Ainsi le public entre dans le rituel mis en place, et la musique intervient comme un mode qui joue avec
l’idée du chœur, dans le sens d’un rassemblement pour faire ensemble, en une seule voix, pour créer un
moment, une forme. Pour ce faire, les objets que je prends, par exemple le portevoix, le mégaphone,
s’imposent comme symboliques du groupement, de la manifestation, de la révolution, des engagements
politiques. J’aime beaucoup le faire dans les églises, parce que l’église est le culte par excellence… même
si les églises où l’on peut intervenir sont désacralisées. En une sorte de retour, je retiens les objets en les
utilisant pour des fonctions autres que les leurs premières. J’ai lu La Bible à Pamiers, pour le Printemps
des poètes, et j’ai frappé sur le coffret qui la contenait pour créer un rite durant lequel je parlais… Ce
boîtier est devenu un instrument de musique, ainsi l’objet premier que je “déritualise” de sa fonction
religieuse, je le “reritualise” dans une fonction poétique, plastique ; j’ai, aussi, soufflé dessus pour une
espèce de glissement dans la boucle créée en tapant.

          Aux Carmélites, le public était rassemblé dans un lieu historiquement dévoué au culte mais il
l’était pour un autre rituel, un rituel artistique, au milieu d’une exposition d’objets, qu’il venait simplement
voir, ou en ce qui concerne ma performance, plutôt écouter, avec moins de participation que dans
d’autres de mes actions. Pourtant comme on n’obtient pas le même son dans une église remplie de monde
ou vide, les personnes venues, la masse de public fait elle-même partie de ce qu’on entend, même si en
l’occurrence, elle étouffe le son. Une contradiction en découle puisque ces personnes sont là pour
écouter des sons, quelqu’un qui parle, et qu’en restant dans l’église, elles annihilent le son, le cachent, le
camouflent, l’assombrissent.

          Mon projet imbrique ainsi l’idée de rassemblement, de rituel et de musique même si je ne retiens
qu’un composant lié au rassemblement, ou un seul de l’ordre du rituel ou un seul de l’ordre de la musique.
Ce rapport fréquent à la voix, à la musique répond à mes désirs de musicien raté ; j’aurais aimé être musi-
cien… ou chanteur, mais ça n’a pas fonctionné comme je voulais… ou sans doute n’étais-je pas assez
courageux pour apprendre la musique. Cela s’est agencé ainsi, on fait aussi avec ses manques, on regrou-
pe tout ça, et on le retravaille de manière différente, un peu comme avec les souvenirs d’abord laissés
derrière soi et que l’on amène comme un objet devant soi et que l’on retravaille… de manière plus
présente. Créer est sans cesse à la fois oublier des éléments vécus, les reprendre, et les retravailler.

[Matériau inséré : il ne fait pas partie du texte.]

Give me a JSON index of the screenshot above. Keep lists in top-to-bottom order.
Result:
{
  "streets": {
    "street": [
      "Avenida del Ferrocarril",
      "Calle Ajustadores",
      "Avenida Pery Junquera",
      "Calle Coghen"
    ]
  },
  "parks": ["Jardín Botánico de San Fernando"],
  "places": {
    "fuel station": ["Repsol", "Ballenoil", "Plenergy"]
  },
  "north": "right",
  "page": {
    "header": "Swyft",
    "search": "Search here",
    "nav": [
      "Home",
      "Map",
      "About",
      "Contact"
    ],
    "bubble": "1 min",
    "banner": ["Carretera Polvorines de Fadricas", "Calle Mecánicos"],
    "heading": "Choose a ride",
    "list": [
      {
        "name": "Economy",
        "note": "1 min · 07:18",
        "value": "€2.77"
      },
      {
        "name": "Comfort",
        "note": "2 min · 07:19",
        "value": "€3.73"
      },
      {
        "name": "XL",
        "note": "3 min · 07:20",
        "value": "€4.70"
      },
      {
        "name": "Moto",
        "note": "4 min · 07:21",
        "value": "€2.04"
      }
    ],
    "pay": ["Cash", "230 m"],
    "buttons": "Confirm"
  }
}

          Pour la performance itinérante, j’ai conçu la série d'interventions avec les étudiants de l'Ecole
d'Architecture dont j'ai validé les propositions sur différents endroits. Nous avons effectué un premier
parcours, lors duquel je les ai rendus vigilants à certaines composantes de la rue ; je les ai sollicités soit
à suivre ma proposition, soit à choisir eux-mêmes une action sur le mobilier urbain, sur le trottoir, ou tel
soupirail. Je lançais une invitation à regarder et à faire regarder - par ceux qui nous suivraient - la ville
différemment, à s'approprier cette manière de voir, à veiller aux petits accents, à ce qui disparaît sous de
petites écritures, ou n’est plus visible sous les parasites ou devient porteur de signes par de simples
gestes. L’achèvement de ce parcours sur le mur de la cour de Bellegarde, est né du désir réel bien avant
cette projection-là, de travailler sur des lectures impossibles, empêchées par une contrainte extérieure, ou
par un incident.

          Cette performance-là porte sur la frontalité, en lien avec le dispositif de la vidéo et du film
puisque lors d’une projection d’un film de plasticien dans une exposition ou au cinéma, le spectateur le
reçoit très frontalement et sans possible dialogue avec la personne / le personnage dans le champ même
si ce public s’identifie ou se projette dans ce qu’il voit.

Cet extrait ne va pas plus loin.